* **Your instructions**: From the records below, pull each line that has "reading".

####################

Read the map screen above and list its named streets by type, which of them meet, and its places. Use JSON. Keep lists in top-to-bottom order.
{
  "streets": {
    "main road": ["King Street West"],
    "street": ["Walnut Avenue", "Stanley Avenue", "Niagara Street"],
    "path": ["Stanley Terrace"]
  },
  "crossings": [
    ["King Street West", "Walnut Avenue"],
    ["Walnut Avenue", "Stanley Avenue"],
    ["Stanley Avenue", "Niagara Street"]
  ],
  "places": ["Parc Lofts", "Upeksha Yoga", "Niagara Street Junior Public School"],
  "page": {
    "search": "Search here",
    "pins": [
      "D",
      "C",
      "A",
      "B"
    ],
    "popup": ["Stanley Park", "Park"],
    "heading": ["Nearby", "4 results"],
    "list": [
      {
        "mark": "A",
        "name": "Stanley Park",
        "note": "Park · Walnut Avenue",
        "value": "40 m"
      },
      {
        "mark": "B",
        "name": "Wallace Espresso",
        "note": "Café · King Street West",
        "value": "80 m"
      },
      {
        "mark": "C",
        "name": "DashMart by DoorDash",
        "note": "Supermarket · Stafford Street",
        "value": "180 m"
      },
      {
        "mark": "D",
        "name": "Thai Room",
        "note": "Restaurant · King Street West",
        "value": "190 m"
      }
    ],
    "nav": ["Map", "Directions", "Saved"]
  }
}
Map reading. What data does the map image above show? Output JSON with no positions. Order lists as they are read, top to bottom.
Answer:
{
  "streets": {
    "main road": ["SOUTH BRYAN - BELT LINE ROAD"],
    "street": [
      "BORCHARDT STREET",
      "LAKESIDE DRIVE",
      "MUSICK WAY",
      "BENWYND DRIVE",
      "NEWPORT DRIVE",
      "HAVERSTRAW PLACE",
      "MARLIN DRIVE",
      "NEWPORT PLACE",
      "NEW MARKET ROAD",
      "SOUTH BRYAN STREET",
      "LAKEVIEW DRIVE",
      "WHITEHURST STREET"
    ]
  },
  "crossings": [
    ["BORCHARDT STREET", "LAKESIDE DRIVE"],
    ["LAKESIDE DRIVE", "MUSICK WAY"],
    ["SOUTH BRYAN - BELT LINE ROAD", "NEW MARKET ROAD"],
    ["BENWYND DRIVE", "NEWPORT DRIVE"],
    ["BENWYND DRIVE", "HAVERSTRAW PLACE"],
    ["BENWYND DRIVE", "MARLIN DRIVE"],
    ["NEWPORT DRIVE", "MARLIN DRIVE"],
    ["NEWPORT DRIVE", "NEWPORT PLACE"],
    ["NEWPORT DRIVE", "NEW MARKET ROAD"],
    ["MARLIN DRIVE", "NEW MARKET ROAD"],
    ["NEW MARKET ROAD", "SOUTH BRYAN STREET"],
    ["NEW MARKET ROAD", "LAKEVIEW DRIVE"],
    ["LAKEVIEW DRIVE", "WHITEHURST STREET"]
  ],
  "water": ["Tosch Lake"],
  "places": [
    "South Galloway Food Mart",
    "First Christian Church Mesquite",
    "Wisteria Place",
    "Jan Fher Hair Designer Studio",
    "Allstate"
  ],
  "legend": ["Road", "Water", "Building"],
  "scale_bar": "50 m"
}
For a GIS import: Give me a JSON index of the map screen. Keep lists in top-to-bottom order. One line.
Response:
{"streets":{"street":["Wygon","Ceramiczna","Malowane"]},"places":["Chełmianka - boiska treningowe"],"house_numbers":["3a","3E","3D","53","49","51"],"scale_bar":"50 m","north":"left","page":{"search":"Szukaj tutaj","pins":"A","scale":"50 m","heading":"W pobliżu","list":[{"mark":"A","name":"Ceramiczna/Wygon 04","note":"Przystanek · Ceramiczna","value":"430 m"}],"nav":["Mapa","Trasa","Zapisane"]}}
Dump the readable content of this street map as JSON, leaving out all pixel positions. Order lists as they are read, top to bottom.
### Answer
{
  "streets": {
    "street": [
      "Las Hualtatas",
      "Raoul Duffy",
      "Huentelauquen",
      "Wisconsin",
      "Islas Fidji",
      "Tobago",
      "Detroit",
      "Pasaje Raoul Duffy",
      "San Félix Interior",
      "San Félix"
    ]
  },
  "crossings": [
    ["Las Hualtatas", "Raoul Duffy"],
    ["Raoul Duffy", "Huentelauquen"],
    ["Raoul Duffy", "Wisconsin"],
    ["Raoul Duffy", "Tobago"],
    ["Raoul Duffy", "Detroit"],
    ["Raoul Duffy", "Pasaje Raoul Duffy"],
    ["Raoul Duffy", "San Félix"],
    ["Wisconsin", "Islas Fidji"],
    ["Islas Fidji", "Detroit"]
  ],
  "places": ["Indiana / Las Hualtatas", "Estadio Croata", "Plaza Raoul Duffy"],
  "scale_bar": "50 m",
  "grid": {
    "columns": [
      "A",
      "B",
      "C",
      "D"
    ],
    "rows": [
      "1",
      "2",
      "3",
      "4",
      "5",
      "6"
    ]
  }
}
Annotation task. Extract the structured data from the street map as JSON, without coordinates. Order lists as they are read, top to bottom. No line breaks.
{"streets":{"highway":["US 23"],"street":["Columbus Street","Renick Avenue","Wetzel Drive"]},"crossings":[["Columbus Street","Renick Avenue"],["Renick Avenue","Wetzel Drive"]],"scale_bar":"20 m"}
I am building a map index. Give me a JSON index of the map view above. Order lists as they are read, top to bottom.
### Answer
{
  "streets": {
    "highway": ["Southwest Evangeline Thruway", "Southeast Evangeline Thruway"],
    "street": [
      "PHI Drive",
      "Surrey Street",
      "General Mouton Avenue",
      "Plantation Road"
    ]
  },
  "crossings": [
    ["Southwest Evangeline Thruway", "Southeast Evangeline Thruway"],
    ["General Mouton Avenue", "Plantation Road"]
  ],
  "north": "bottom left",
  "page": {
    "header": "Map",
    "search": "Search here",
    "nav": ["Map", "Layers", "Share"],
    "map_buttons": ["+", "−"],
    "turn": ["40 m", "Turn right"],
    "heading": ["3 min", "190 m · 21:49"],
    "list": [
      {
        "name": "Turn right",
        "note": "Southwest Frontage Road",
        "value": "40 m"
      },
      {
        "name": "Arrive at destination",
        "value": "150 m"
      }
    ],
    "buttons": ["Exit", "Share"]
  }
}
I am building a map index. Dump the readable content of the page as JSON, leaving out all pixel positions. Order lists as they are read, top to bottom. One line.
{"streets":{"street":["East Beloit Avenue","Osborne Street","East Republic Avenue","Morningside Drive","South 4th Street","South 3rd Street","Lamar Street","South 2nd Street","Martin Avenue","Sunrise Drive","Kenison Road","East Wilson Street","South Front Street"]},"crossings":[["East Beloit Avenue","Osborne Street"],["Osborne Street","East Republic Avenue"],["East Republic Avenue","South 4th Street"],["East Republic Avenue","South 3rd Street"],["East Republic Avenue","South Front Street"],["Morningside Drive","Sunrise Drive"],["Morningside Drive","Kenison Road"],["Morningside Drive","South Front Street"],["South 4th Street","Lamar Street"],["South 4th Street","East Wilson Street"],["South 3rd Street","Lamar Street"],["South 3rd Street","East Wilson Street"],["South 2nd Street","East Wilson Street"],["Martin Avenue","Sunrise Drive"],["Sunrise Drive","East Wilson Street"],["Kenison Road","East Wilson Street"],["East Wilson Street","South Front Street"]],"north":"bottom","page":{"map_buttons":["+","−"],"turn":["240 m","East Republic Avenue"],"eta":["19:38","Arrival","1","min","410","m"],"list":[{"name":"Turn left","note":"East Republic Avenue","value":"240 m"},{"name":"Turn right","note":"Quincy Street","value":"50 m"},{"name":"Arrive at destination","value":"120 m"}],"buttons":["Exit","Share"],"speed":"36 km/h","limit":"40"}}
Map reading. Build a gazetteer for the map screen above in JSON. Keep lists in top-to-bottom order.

####################

* **Problem solution**:
Map reading. What data does the map image above show? Output JSON with no positions. Order lists as they are read, top to bottom.
Map reading. Build a gazetteer for the map screen above in JSON. Keep lists in top-to-bottom order.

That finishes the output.